In our carefree worlds as children, we didn’t need to give ourselves deadlines. Somehow or another, nothing was so important that it had to be done, learnt, or finished by bedtime.

Then came school. And we began to encounter authority: the teacher, the one who taught Latin or Spanish or  … English or math … or in fact, anything that required some effort AFTER school.  In one word : homework.

« WORK » the beginning of the end!

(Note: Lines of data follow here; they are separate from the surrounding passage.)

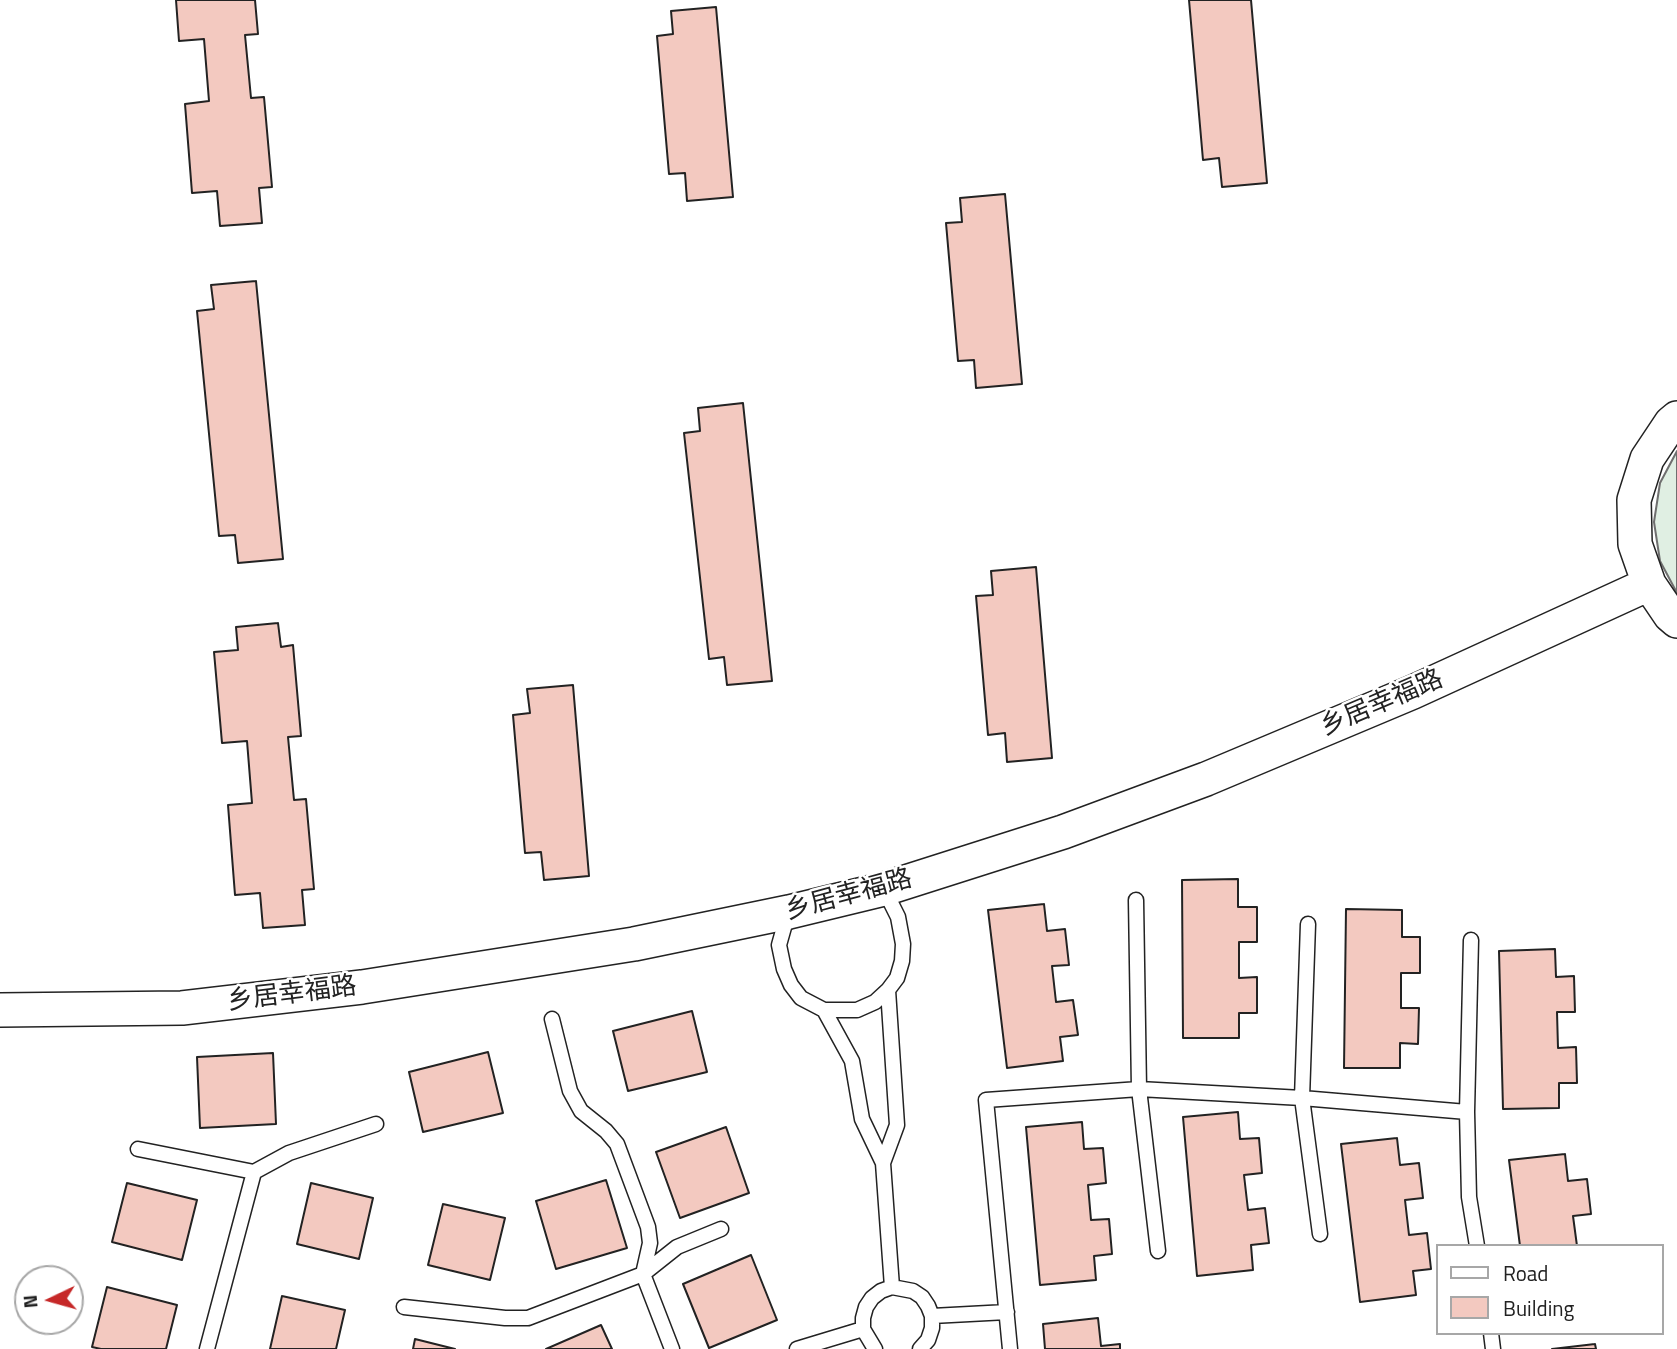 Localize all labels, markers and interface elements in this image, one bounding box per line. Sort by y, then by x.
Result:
street label: 乡居幸福路 [1316,664,1448,744]
street label: 乡居幸福路 [782,864,916,928]
street label: 乡居幸福路 [226,972,358,1018]
legend [1436,1244,1663,1335]
text: Road [1503,1257,1548,1289]
north arrow [14,1265,84,1335]
text: Building [1503,1292,1574,1324]
text: N [15,1294,45,1310]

Not only the imperatives of  « You MUST » but, on top of that, « by Tomorrow!, Capital T. » « By Thursday.» Or else …

As we grew out of childhood and into adolescence and as we managed to meet deadlines or skirt them,  we learnt that a lot of adults were in fact « bluffing » about the dire consequences of not respecting deadlines.

Sometimes that was out of weakness … often, a reprieve, a warning, or the grace of forgiving kindness.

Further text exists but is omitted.